Michael Komorn, a Michigan attorney who specializes in medical marijuana laws and is also the president of the Michigan Medical Marijuana Association, who filed a petition on behalf of a mother in southeastern Michigan, said no other state allows medical marijuana for severe autism.
This inspired several posts including MLive and the Washington Times. The post stated Michigan would become the first state to allow medical marijuana for children with severe autism if a senior official follows the recommendation made Friday by an advisory panel.
The state’s Medical Marijuana Review Panel voted 4-2 to recommend autism as a condition that qualifies for the drug.
Supporters say the extracted oil from marijuana when swallowed has been effective in controlling extreme physical behavior by kids with severe autism. It wouldn’t be smoked.
The panel was influenced by comments from some Detroit-area doctors, especially the head of pediatric neurology at Children’s Hospital of Michigan, and parents desperate for relief.
Now the recommendation go before Mike Zimmer, who is the director of the Department of Licensing and Regulatory Affairs. He has until late October to make a final decision.
Voting in favor of allowing it, Dr. David Crocker, a panel member noted that two doctors need to give their approval for a child to get a medical marijuana card from the state.

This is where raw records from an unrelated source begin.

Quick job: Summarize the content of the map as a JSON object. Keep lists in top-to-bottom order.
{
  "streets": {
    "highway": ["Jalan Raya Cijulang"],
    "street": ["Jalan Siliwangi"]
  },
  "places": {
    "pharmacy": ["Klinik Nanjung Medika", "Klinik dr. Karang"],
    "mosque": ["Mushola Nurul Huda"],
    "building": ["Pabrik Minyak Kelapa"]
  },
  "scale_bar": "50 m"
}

“We have a pretty good checks-and-balances system,” he said.
Michigan’s chief medical executive, Dr. Eden Wells, serves on the panel and voted no. She’s not convinced that there’s enough research on the topic, especially the long-term effects of marijuana on children.
The same panel rejected an autism petition in 2013 in what had been called a final decision. Smith’s petition was initially denied by LARA, but she successfully sued to force reconsideration.
The review panel voted 4-2 in favor of a petition submitted by Lisa Smith, a Michigan mother who has said cannabis oil has helped improve her severely autistic 6-year-old son’s behavior, sleep patterns and eating schedule.
Attorney Michael Komorn, who represents Smith, said her petition included hundreds of pages of research on autism and medical marijuana that was not included in the 2013 debate.
Smith’s son was certified to use medical marijuana because he also has epilepsy, which is already a treatable medical condition under the law.
“Otherwise, she would not have been able to get a recommendation from her doctor to see the benefits that it had on autism,” Komorn said. “She’s heroic in that she came forward and was able to tell her story so that this could happen.”
“These things are things we do not know until we have enough experience with these medications in a controlled trial. … I don’t think we have those checks and balances,” Wells said.
Experts writing in the February edition of the Journal of Developmental & Behavioral Pediatrics cautioned that marijuana for kids with severe autism might serve only as a “last-line therapy.”
Only one condition, post-traumatic stress disorder, has been added to those that qualify since Michigan voters approved marijuana for the side effects of cancer and a few other illnesses in 2008.